I let myself look for thirty more seconds, then I stood up and crossed to the bed. I put my hand on his shoulder.

"Hayes."

He startled, the jolt of being dragged back from the edge of sleep. His eyes opened and for one unguarded second, they focused on my face.

"Get under the covers," I said. "I'll take the chair for a while."

"Don't be stupid." He grabbed my wrist. His grip was warm. His thumb rested against my pulse point. I knew he could feel my heart rate, which was racing. "The bed's big enough. We're adults."

"You said that yesterday."

"Still true today." He let go of my wrist.

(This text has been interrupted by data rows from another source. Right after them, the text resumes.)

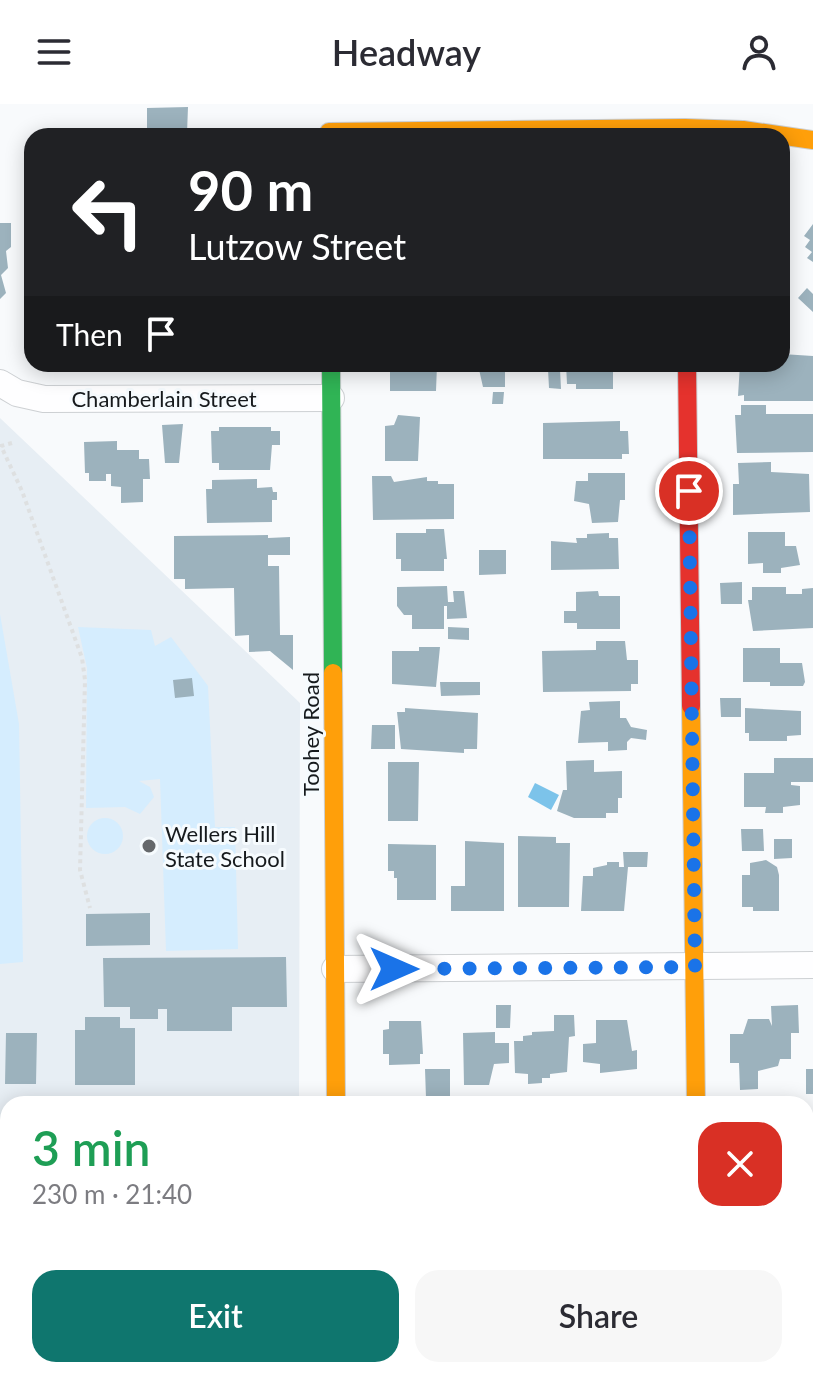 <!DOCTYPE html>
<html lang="en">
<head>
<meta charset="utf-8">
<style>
	body { margin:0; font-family:Lato,sans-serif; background:#f7f7f7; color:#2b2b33; height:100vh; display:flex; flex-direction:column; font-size:30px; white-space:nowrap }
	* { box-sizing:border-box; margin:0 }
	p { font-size:26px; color:#7c7c81 }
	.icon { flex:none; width:44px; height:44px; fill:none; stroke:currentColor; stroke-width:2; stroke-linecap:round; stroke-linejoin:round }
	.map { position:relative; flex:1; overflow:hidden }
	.panel { position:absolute; left:0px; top:992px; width:814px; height:282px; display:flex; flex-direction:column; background:#fff; border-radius:24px 24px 0 0; box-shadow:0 4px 20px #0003 }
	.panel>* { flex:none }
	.banner { position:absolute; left:24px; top:24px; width:766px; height:244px; border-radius:24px; box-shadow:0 4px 20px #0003; background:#202124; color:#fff; overflow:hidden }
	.pin { position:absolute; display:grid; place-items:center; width:68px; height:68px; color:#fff; margin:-34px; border:4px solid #fff; border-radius:50%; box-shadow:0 2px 8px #0007 }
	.me { position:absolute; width:88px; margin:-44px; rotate:90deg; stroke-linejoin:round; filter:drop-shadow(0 0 6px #0008) }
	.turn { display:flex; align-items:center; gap:28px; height:168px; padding:0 32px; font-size:36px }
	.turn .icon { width:104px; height:104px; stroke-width:2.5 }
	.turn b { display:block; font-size:56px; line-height:68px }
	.then { display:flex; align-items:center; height:76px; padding:0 32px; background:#0003; gap:16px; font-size:30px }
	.round { display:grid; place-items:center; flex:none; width:84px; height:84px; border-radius:24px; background:#f7f7f7 }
	.overview { display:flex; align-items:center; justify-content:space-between; height:136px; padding:0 32px }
	h1 { font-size:48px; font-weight:600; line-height:60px; color:#1e9e55 }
	.cta { display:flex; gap:16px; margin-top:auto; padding:16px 32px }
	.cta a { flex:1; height:92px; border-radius:24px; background:#0f766e; color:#fff; font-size:32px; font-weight:600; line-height:92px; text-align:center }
	.cta a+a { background:#f7f7f7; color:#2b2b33 }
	header { display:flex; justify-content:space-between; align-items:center; height:104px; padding:0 32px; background:#fff; font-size:36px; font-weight:600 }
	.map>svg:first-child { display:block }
	.built { fill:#e7eef4 }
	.green { fill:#d5edfe }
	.water { fill:#7cc3ea }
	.building { fill:#9cb2bd }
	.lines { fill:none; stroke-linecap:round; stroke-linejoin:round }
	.street-casing { stroke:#cdd0d3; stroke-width:28 }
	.fast-casing { stroke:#cdd0d3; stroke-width:20 }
	.slow-casing { stroke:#cdd0d3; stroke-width:20 }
	.jam-casing { stroke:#cdd0d3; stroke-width:20 }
	.path { stroke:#dee0e1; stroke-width:4; stroke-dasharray:4 4; stroke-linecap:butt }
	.street { stroke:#fefeff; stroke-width:26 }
	.fast { stroke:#30b455; stroke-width:18 }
	.slow { stroke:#ff9f0a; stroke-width:18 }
	.jam { stroke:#e5322d; stroke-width:18 }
	.route { stroke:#1a73e8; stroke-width:14; stroke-dasharray:0 25.2 }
	.poi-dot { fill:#65686b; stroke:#f6fbfe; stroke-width:3 }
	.labels { text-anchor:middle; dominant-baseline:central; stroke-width:6; stroke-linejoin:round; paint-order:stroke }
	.street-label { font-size:22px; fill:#161a1d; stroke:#f6fbfe }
	.poi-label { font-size:22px; fill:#161a1d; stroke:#f6fbfe; text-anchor:start }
</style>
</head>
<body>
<header><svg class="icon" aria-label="menu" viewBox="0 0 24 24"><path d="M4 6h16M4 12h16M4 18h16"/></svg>Headway<svg class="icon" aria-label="person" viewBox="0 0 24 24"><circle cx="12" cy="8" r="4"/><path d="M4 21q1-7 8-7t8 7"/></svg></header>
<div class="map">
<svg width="813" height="1273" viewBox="0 0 813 1273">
	<rect width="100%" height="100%" fill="#f8fafc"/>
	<path class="built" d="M0 314 300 599 299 1000H8V1266H303L304 1273H0Z"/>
	<path class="green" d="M0 510 19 620 23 858 0 860Z
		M78 523 151 526 155 542 171 533 208 582 215 723H235L238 845 166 847 160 675 139 677 150 683 154 693 140 710 125 703 86 704 87 564Z
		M87 732a18 18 0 1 1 36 0a18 18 0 1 1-36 0Z"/>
	<path class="water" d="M535 679 559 691 551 706 528 693Z"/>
	<path class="building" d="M188 3 187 29 147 32V4Z
		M235 26V32H202V27Z
		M0 119H11V143L6 147 8 164 1 171 6 189 0 195Z
		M813 120V158L807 154 812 148 805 143 810 136 804 132Z
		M807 184 813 190V208L798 194Z
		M782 250 813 252V297H744V291L738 292 740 260H782Z
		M204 260H275V267L204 268Z
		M390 260 437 261 436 287H390Z
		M505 260V283H483L478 261Z
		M566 260 613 263V285H576V280H567Z
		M548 265H560L561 285 549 284Z
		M493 288H504L503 300H492Z
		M741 301H766V310H813V348L737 349 735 311H741Z
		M398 311 420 313 418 357H385V322L394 321Z
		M620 317V327H628L629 350H622V355H543V319Z
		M183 320 179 359H165L162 321Z
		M219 323H271V327H280V341H272L270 366H219V359H212L211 327H219Z
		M117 337V346H139V355H149L150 375H143V398L121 399V383L111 382V370H106V377H89V369H85L84 338Z
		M771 358V368L809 370 810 408 733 411V380H739L738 359Z
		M588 369H625V396H620L618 418 592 419 589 400 574 397 576 377H588Z
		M372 372H391L394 378 427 373V377H438V380H454V415L373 416Z
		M257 375V384L272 383 273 388H277V396H272V418L207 419 206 385H212V376Z
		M426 425H444L447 455H444V467H401V455H396V429H426Z
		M748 428H785V442H796L800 461 781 464V469H763V459L748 460Z
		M609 429V434H618L619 465 551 466V437L577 439 576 434H587V430Z
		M268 431V434L290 433V451H268V462H279L280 531H293V566L270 547 249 548V531L235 532 234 484 185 485V475H174V432Z
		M479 446H506V470L479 471Z
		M742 478V500H721L720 479Z
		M447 482 448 498H454L453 487H464L467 514 447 515V502H444V525H412V511H404L397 502V483Z
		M752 483H786V490H802V485L813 484V524L753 527 748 496H752Z
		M598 487 599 492H620V525H577V519H564V507H576V488Z
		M448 523 469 524V536L448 535Z
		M596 537H625L627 556H638V580H631V587L543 588 542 547 596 546Z
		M419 543H440L436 583 392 580V547H419Z
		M743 544H780V559H802L805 578 803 582H770V578H743Z
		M192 574 194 592 175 594 173 576Z
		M440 578H480V591L441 592Z
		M720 594H741V613H721Z
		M620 597V614H626L631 623 647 626 646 636 631 634 627 638V646L608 647V638L578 639 581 607 590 606 589 598Z
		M405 604 478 609 477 645H464V649L401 645 397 608H405Z
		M745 604 801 607V631L787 632V637H749V629H745Z
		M372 621H395V645H371Z
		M774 654H813V678H791V681L800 682V701L783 703V709H765L766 703H744V669H774Z
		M594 656V668L622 667V694H618V709H606V714H574L557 707 563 686H567L566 657Z
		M388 658H419L418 717H388Z
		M741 725H763L764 747H742Z
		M518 732 556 733V739H570L569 803H518Z
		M774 735H792V754L774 755Z
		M465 737 504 739V807H451V782H465Z
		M388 740 436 741V796H397V774H394V767H388Z
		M623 748H648L647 763H628L624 807H581L583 772H593V764L607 761V758H619V763H624Z
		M766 756 777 763 779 771V807H753V803H742V771H750V759Z
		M150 809V841L86 842V810Z
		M286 853 287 903H232V927H167V905H158V915H130V903H104L103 854Z
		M496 901H511L510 924H496Z
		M798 901 799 929H791V955H780L778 962 758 967V985L740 986 739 959H730V930H743L748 915H769L772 922 771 902Z
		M554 911H574L575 932 569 933 567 968 550 970V974H542V979L528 980V970L515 969 514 937H523V932L532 931V928L554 927Z
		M85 913H120V924H135V981H75V926H85Z
		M596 916H627L632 947 637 946V965L600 969V960L583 958V940L596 939Z
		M389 917H421L423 950H420V960L389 961V950H383V926L389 925Z
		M495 928V939H509V959L494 960 489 981H464L463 929Z
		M6 929H37L36 980H5Z
		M425 965H450V994H426Z
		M806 965H813V990H806Z
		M806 1006H811V1058H806Z
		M813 1091V1119H806V1092Z
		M0 1130H8V1169H0Z
		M0 1200H8V1266H19V1273H0Z
		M806 1259H813V1273H756V1266H806Z
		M83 1266H190L191 1273H83Z
		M404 1266H444L445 1273 404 1272Z
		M572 1266H624V1273H572Z"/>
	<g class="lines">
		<g class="street-casing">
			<path id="street" d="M0 279 17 289 44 295 331 294
				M335 865 813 861
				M699 1266V1273"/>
		</g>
		<g class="fast-casing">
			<path id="fast" d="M331 260 333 569"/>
		</g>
		<g class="slow-casing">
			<path id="slow" d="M329 28 685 24 743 26 813 36
				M333 569 336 1000
				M691 602 696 1000"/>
		</g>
		<g class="jam-casing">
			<path id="jam" d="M687 260 691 602
				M337 1266V1273"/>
		</g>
		<path class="path" d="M12 339 1 342 22 387 82 554 85 576 80 766 90 804"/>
		<use href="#street" class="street"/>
		<use href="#fast" class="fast"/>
		<use href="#slow" class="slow"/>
		<use href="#jam" class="jam"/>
	</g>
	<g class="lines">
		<path class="route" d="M394 865 695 863 689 387"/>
	</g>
	<circle class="poi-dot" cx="149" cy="742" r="8"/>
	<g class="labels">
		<g class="street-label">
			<text x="164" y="294">Chamberlain Street</text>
			<text transform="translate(310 630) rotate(-90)">Toohey Road</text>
		</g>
		<g class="poi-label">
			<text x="165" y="729">Wellers Hill<tspan x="165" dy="25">State School</tspan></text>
		</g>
	</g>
</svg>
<div class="pin" style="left:689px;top:387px;background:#d93025"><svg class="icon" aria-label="arrive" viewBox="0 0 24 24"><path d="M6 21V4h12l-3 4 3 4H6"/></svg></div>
<svg class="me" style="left:394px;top:865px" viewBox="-20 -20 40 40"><path d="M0-17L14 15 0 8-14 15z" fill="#1a73e8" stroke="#fff" stroke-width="4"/></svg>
<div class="banner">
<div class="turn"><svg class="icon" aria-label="left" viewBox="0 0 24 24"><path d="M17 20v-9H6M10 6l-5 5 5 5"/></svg><div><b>90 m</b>Lutzow Street</div></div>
<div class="then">Then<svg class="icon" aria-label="arrive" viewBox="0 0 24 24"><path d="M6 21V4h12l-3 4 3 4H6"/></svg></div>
</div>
<section class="panel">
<div class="overview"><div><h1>3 min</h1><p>230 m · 21:40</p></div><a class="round" style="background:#d93025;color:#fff"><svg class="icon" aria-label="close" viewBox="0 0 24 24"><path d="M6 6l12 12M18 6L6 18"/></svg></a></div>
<div class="cta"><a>Exit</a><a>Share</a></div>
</section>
</div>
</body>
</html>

I felt his absence immediately. "Come to bed, Abbott."

I turned off the lamp and lay down beside him in the dark on the right side—which was my side because the left side was his side.

Because we had sides of the bed.

He was asleep again within minutes.

I lay in the dark and thought about those four seconds of terror.

And I thought about the feeling of his thumb against my pulse and the devastating, casual way he'd said, Come to bed, Abbott.

As if that sentence didn't contain the entire shape of everything I'd ever wanted and had never asked for.

Denver was offering me a starting position with my name on the back of a jersey that mattered.

Jamie Hayes was asleep beside me, his hand resting on the mattress between us.

I thought about Kieran's question. What are you waiting for him to do?

I knew the answer. I was waiting for him to ask me to stay.

The problem was that Jamie Hayes had never, in his entire life, asked anyone for anything.